Trail council and reps from Beaver Valley met with Minister Coralee Oakes at the municipal convention in Vancouver.

  • Sep. 29, 2013 2:00 p.m.

Trail is stepping carefully up the pathway that could lead to a new neighbourhood in the city.

It’s been four months since Trail council passed a motion to proceed with the process to expand city boundaries to include 66 parcels of land in Area A, that run south through Columbia Gardens to the international border.

All stakeholders and impacted parties have until Monday to submit their concerns to the city for the first step of the process, which includes proposal development and referrals.

“That being said, if a letter comes in a day or two late, it would still be considered,” said David Perehudoff, Trail’s chief administrative officer. “We want to ensure that everyone is heard and all comments are considered as part of this very important part of the process.”

Once Trail reviews those concerns and consults with affected property owners, the regional district and other potentially impacted agencies, the next step is for the city to identify the issues. Trail must attempt to resolve those concerns before submitting the proposal to the Ministry of Community Sport, and Cultural Development for further review.
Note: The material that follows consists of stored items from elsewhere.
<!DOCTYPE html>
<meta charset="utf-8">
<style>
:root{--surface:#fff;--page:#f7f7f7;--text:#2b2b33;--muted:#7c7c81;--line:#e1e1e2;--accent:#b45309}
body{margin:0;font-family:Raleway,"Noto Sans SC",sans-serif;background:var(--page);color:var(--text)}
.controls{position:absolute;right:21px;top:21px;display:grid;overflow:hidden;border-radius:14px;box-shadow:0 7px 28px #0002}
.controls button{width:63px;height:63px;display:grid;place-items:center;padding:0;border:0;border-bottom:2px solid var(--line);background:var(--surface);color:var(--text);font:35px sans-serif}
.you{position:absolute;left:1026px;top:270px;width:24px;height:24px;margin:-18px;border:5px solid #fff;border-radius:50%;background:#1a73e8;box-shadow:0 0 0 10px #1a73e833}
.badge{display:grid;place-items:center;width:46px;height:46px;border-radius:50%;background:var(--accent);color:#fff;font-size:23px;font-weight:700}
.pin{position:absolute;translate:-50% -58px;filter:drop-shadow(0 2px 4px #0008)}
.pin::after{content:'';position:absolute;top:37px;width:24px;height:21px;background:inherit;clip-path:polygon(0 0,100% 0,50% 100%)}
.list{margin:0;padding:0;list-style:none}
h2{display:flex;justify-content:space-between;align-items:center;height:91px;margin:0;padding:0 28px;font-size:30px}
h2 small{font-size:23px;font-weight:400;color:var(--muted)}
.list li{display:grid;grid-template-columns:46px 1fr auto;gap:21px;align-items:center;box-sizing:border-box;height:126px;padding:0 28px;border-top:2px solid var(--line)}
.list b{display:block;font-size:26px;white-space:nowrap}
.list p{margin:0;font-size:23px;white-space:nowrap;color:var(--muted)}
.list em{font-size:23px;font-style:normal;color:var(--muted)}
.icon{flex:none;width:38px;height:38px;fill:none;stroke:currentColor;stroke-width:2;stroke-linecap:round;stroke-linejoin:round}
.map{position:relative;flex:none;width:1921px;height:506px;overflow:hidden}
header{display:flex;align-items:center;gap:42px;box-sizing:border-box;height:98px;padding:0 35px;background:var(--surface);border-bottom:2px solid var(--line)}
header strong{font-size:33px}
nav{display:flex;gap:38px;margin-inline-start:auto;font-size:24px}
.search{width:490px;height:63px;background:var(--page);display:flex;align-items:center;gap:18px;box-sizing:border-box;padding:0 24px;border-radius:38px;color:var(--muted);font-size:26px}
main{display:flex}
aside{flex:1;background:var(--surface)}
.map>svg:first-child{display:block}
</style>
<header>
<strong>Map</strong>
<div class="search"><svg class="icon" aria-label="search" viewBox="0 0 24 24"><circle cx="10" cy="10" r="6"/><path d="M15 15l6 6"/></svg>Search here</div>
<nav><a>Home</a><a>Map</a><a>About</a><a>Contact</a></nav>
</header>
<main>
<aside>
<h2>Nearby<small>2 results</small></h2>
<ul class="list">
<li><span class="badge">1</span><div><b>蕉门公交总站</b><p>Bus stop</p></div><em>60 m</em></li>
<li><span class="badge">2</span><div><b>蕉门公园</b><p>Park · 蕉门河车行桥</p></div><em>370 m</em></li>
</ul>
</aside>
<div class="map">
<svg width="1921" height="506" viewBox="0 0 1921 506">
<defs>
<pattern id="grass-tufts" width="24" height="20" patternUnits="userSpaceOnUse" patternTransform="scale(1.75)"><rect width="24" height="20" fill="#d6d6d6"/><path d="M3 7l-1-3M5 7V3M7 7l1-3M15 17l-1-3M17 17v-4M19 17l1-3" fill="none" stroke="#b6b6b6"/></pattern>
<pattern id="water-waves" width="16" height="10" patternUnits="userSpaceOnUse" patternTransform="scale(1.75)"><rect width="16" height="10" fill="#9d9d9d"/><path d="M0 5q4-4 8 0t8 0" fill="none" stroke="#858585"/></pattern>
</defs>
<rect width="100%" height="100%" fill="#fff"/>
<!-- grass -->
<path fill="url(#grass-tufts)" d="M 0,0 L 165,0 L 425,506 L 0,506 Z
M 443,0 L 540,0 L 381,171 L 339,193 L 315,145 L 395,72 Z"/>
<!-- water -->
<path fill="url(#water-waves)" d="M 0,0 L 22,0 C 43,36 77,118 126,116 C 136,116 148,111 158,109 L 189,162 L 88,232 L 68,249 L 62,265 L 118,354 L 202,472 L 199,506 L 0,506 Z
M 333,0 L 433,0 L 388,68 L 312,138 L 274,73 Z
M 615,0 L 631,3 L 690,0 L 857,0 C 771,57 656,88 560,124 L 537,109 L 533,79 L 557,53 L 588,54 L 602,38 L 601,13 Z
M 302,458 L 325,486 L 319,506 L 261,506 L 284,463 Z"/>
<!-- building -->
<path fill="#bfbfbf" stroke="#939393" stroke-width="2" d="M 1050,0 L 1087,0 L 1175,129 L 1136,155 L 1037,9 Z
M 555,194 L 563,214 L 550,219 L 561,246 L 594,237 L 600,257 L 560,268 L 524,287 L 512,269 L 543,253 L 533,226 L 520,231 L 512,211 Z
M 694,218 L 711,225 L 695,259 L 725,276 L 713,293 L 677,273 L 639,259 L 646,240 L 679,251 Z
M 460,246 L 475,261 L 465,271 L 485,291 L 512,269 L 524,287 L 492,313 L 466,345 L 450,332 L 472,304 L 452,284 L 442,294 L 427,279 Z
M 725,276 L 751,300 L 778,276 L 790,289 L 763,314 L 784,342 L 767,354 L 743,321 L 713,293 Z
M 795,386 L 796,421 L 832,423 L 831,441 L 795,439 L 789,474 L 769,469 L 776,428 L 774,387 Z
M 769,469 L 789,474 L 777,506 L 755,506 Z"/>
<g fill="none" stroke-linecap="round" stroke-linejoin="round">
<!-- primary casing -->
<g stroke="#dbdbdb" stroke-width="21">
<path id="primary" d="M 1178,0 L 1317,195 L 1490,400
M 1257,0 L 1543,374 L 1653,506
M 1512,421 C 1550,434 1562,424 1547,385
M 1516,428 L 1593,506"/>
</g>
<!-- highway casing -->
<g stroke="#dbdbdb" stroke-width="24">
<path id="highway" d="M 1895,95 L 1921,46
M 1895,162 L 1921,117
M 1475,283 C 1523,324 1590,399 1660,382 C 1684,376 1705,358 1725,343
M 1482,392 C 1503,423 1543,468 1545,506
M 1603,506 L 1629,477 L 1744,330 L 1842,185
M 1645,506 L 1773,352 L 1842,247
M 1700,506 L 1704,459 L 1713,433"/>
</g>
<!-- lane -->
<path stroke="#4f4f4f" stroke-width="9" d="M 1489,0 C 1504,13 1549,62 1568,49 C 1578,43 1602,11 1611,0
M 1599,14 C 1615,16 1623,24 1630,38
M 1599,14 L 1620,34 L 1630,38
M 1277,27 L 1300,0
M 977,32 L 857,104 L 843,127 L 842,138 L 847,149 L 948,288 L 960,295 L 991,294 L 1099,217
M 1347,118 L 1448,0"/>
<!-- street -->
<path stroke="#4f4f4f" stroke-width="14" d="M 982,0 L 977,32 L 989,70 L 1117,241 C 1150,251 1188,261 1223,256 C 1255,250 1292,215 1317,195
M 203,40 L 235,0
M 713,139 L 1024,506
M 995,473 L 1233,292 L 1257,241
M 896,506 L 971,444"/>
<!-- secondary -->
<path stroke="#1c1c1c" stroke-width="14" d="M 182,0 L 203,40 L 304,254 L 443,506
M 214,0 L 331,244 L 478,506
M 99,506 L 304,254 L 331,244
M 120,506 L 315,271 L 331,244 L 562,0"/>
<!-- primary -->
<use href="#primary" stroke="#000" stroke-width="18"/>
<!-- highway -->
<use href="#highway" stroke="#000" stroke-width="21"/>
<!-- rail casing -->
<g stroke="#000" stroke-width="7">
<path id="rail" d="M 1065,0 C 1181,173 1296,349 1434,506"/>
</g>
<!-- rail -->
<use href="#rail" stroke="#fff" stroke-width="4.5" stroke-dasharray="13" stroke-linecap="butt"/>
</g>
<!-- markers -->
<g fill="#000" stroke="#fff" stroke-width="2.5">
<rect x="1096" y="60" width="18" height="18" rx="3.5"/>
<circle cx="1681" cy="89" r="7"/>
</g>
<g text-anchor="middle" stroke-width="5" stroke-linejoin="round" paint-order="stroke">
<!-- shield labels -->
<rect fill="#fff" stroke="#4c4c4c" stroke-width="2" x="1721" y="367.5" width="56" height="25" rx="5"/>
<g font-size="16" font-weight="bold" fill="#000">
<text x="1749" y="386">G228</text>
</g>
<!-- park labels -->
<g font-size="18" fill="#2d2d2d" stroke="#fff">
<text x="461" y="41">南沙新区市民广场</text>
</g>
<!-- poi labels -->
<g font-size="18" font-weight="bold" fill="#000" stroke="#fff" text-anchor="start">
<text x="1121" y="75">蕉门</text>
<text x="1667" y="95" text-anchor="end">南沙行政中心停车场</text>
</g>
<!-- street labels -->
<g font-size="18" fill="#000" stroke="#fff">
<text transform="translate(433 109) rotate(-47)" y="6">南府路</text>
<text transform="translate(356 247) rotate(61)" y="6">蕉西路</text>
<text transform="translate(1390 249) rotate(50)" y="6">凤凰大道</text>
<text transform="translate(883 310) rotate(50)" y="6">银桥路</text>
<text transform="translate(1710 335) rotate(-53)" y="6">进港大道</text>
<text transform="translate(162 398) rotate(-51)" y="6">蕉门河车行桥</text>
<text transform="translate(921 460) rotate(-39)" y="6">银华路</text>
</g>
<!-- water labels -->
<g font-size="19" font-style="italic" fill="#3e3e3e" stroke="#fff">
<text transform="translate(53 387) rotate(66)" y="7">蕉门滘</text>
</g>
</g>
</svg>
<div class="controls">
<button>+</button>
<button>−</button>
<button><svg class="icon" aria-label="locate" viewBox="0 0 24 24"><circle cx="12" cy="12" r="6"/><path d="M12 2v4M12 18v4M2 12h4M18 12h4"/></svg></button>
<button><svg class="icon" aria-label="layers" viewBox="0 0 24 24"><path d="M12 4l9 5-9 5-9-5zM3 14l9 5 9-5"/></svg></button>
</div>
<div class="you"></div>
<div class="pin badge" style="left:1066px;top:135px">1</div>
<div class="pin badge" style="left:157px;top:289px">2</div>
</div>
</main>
Although the city has not submitted a formal request to date, Trail council and representatives from the Beaver Valley communities met with Minister Coralee Oakes in separate talks at the municipal convention in Vancouver Sept. 16, confirmed Alison Giles, public officer for the Ministry of Community, Sport and Cultural Development.

“The Minister (Coralee Oakes) was encouraged to hear that the referral process was well underway and that Trail was fully prepared to address any issues than may be advance as part of this process,” said Mayor Dieter Bogs. “And she was very receptive to hear Trail’s intention to address the negative financial impact to the current service and ratepayers in Beaver Valley.”
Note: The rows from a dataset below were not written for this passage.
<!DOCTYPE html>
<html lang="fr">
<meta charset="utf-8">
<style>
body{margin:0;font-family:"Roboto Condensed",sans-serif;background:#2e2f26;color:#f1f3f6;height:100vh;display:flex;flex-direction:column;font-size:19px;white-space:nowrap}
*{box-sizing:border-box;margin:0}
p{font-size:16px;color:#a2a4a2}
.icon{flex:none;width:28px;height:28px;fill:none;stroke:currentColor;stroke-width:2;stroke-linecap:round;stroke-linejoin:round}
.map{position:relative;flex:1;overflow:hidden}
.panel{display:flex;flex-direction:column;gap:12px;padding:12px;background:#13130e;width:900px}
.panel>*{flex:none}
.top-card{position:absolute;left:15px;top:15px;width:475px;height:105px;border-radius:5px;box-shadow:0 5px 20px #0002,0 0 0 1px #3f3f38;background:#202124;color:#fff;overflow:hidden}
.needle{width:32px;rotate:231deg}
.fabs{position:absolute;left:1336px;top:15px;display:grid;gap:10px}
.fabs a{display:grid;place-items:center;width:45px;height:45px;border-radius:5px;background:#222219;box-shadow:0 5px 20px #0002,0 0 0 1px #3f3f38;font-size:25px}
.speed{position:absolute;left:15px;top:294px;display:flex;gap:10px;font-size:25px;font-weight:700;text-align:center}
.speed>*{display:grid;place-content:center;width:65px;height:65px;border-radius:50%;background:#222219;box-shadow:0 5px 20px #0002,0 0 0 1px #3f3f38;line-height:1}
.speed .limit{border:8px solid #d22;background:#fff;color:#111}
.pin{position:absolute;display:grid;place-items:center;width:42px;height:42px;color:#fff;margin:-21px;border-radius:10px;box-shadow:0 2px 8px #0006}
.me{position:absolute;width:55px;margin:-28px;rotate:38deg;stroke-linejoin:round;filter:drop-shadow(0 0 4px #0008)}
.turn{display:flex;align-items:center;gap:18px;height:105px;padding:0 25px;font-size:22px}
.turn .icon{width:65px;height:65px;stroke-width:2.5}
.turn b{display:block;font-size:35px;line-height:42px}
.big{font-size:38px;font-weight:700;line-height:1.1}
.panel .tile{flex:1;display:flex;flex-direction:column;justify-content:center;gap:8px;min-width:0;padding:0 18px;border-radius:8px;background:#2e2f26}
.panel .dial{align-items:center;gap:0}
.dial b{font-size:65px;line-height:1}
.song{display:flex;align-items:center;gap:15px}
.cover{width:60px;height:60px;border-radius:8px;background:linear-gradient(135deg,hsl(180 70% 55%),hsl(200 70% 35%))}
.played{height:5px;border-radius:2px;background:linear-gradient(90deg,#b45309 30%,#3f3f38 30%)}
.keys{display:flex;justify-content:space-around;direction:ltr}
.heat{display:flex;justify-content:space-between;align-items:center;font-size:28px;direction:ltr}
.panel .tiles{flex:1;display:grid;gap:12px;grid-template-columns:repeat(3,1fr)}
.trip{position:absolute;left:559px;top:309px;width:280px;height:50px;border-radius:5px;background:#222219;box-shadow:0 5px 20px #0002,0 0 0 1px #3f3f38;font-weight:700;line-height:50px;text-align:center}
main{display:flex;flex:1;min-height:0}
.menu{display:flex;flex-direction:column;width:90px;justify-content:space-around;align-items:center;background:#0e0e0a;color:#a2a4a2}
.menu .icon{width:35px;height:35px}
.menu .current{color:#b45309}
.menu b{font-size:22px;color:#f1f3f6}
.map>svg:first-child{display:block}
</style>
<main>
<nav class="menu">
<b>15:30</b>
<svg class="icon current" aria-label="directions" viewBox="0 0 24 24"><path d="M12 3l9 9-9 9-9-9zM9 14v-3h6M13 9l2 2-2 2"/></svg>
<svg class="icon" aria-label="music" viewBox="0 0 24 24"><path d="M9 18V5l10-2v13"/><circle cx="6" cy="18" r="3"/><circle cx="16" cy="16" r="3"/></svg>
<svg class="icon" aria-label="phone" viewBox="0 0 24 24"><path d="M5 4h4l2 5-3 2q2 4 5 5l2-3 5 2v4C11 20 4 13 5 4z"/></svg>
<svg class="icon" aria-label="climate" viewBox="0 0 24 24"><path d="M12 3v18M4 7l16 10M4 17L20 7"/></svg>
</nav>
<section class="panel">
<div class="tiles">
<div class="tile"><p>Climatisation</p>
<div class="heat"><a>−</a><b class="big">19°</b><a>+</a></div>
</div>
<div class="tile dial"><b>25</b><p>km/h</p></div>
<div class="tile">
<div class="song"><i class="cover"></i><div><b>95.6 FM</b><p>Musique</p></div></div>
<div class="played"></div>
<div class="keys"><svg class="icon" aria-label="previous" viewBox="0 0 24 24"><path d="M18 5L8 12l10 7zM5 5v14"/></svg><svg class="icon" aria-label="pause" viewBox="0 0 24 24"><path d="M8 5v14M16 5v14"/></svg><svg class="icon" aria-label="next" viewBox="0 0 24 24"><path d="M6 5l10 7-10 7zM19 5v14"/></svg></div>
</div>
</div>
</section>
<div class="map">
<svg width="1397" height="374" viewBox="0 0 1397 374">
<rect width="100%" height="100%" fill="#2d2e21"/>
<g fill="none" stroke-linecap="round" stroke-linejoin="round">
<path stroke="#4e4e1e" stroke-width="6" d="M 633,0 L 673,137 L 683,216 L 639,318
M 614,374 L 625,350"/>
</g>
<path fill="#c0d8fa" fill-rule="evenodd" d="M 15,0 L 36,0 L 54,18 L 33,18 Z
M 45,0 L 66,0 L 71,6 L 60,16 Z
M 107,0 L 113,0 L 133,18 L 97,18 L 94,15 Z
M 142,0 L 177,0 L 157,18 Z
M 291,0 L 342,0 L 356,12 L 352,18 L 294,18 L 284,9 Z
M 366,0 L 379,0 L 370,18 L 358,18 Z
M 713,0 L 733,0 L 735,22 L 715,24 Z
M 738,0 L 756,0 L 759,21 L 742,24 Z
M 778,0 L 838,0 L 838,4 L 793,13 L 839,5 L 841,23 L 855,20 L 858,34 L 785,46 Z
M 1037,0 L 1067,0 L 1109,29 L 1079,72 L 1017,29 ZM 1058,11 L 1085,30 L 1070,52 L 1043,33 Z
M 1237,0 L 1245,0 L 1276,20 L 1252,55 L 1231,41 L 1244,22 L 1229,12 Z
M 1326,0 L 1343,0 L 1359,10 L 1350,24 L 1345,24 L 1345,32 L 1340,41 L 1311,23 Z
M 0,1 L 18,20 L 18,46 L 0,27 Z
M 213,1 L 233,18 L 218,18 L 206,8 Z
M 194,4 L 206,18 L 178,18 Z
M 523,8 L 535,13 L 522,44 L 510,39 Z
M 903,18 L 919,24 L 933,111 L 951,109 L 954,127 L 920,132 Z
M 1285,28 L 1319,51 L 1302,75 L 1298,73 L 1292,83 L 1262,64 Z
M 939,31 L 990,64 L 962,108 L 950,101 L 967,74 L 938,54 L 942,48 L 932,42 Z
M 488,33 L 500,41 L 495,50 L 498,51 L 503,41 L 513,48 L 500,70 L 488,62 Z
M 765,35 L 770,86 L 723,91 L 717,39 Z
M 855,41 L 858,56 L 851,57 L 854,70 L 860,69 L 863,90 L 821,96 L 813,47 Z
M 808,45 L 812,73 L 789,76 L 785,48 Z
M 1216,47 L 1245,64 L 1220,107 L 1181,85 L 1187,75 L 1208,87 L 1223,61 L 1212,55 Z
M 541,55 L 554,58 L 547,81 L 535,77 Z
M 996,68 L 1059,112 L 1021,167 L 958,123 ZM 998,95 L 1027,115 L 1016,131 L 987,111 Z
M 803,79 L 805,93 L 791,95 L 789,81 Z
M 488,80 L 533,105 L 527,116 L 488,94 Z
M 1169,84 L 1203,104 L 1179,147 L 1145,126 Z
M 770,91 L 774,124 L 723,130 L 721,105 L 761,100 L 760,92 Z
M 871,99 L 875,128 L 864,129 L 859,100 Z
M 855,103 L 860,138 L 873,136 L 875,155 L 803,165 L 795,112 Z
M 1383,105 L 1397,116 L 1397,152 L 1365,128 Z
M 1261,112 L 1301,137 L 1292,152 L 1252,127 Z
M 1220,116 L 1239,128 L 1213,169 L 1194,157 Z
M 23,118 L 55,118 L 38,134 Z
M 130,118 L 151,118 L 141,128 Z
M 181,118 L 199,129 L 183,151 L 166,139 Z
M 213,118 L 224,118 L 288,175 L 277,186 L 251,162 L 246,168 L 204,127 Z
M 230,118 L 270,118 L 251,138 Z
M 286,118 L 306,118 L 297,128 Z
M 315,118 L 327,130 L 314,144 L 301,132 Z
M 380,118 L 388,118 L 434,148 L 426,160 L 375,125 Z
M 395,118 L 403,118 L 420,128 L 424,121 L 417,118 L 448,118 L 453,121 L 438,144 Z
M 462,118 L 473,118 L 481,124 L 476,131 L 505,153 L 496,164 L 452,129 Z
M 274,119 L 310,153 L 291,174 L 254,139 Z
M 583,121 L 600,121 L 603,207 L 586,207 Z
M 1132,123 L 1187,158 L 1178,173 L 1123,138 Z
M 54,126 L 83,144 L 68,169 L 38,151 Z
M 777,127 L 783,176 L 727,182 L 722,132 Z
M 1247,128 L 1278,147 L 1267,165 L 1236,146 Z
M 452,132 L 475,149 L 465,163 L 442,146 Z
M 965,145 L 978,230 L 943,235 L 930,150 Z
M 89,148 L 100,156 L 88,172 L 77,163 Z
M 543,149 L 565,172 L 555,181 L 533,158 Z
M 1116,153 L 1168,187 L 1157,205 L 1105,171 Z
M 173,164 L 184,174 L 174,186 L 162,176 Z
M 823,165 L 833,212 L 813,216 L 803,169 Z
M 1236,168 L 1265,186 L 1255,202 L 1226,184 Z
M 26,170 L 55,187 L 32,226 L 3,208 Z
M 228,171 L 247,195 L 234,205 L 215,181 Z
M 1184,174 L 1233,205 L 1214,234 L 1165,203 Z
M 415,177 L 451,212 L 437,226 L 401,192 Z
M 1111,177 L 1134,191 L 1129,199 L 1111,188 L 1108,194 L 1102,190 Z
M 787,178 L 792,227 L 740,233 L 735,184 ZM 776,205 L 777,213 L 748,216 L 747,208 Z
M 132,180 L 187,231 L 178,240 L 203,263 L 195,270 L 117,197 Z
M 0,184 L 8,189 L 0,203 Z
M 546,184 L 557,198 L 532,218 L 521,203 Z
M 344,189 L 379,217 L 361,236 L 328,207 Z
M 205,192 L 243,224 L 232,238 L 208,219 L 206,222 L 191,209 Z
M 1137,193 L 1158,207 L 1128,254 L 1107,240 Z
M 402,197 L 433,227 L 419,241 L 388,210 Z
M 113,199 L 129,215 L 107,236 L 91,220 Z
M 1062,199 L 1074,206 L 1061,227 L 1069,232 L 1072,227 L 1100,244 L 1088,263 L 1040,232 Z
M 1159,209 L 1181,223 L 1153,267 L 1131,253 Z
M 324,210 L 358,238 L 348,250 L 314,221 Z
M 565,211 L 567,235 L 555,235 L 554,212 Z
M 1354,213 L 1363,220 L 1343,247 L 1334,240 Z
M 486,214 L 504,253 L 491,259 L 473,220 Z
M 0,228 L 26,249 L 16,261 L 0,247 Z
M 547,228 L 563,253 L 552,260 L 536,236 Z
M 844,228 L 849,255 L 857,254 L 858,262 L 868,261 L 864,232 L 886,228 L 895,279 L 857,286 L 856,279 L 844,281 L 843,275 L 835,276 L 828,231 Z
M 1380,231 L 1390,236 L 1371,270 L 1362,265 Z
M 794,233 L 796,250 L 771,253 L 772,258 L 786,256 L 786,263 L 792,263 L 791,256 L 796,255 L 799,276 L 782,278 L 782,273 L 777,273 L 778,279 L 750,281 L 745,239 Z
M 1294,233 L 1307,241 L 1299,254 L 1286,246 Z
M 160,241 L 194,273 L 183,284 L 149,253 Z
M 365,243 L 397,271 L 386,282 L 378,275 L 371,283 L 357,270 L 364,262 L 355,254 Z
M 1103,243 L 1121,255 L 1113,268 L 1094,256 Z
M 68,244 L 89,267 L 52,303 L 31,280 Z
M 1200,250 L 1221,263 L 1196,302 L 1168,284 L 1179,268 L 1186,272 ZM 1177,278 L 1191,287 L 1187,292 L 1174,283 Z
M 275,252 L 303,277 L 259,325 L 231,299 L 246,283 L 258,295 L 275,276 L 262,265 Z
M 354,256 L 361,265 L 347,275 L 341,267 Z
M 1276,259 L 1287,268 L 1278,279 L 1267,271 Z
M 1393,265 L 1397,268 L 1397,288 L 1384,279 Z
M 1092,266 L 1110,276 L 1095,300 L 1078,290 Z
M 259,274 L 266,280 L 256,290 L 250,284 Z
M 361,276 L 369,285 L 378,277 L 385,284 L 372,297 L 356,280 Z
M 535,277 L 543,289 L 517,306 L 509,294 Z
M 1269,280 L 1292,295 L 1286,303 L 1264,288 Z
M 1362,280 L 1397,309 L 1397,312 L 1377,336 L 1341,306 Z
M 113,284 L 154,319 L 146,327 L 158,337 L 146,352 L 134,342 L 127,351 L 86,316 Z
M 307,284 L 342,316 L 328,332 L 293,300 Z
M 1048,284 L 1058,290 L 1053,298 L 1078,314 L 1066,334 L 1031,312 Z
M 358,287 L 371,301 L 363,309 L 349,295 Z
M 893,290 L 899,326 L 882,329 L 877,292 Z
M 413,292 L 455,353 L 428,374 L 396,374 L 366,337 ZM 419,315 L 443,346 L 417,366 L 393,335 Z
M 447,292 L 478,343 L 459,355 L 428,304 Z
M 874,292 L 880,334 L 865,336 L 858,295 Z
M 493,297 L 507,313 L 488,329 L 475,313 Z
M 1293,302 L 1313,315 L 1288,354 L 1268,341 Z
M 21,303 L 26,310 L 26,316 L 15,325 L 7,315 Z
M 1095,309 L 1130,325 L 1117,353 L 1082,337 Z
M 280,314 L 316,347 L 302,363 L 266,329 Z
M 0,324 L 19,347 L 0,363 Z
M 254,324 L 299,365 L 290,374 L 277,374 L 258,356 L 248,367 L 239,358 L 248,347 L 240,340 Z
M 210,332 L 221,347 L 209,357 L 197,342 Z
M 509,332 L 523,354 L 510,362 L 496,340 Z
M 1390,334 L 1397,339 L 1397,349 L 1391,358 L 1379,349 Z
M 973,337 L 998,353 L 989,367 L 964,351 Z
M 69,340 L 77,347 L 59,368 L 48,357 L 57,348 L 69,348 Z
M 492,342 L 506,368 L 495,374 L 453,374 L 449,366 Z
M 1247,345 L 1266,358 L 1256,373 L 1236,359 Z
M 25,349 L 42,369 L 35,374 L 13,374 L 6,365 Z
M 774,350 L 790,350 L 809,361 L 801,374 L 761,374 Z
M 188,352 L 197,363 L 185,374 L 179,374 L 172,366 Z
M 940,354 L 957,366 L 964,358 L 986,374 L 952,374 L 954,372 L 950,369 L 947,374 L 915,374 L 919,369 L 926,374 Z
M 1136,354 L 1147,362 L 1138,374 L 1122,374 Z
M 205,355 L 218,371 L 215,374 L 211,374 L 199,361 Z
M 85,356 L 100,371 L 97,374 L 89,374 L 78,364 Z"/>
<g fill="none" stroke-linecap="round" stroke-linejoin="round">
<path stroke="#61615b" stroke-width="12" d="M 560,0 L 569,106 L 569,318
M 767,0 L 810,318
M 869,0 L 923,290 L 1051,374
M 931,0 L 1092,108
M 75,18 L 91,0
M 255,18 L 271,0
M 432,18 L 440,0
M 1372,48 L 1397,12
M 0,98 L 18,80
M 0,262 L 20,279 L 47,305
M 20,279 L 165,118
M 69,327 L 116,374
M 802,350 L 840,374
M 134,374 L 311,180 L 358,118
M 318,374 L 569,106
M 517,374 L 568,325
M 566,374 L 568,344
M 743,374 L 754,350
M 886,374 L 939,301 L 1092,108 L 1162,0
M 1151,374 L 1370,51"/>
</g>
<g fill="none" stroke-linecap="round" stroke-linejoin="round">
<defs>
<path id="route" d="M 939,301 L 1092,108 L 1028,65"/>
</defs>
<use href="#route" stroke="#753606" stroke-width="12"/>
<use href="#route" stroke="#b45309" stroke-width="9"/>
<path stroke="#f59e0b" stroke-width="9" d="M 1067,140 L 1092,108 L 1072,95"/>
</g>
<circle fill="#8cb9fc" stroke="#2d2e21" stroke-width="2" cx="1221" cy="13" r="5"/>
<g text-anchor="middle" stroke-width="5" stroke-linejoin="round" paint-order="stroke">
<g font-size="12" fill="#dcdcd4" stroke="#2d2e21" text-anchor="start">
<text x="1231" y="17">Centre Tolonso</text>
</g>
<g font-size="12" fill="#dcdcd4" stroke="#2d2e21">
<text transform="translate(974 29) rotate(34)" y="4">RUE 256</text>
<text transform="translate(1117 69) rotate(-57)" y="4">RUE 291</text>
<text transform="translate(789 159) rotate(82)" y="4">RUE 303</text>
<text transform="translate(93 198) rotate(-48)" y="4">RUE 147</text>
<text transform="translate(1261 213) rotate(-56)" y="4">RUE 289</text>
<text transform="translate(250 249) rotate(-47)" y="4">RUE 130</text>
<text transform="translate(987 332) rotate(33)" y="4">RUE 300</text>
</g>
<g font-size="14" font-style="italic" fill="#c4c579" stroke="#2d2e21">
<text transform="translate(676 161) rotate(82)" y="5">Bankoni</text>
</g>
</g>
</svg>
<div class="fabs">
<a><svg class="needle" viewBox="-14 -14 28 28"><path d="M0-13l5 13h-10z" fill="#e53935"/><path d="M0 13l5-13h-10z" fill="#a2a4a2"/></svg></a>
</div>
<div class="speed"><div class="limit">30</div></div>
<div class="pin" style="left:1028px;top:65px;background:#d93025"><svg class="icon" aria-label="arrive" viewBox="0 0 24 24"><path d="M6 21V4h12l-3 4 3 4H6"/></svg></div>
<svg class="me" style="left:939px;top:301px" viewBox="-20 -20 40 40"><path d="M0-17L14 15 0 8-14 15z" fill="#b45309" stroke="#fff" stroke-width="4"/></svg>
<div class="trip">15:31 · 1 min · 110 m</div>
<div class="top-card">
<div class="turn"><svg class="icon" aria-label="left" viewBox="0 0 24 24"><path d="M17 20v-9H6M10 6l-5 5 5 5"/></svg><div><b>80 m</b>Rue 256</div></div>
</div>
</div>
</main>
Trail council described how the newly incorporated area would look and feel and the opportunities that would be presented with the city and Teck working in collaboration in an innovative approach to further economic development for the greater region, added Bogs. “As well as to deal with the major industrial property tax issue.”

Fruitvale, Montrose and Area A combined forces to meet with Minister Oakes to express their concerns about the negative impact on their communities if Trail expands into the electoral land which includes the Waneta Dam.

“We jointly presented our continued opposition to the proposed expansion,” said Area A director Ali Grieve, adding, “which will concentrate a majority of the tax dollars from the lower Columbia communities within a municipality that has not been able to demonstrate willingness or ability to work will with others.”

The boundary expansion proposal must be modified to reflect the resolution of concerns before being submitted for provincial review.

The ministry then reviews the impact on provincial interests and services, such as implications for maintenance of roads, and reviews the process and outcomes of municipal consultations and outstanding issues. At that point, Trail council will have to confirm its intent to proceed and seek the assent of its electors before the minister considers to recommend the boundary change to cabinet.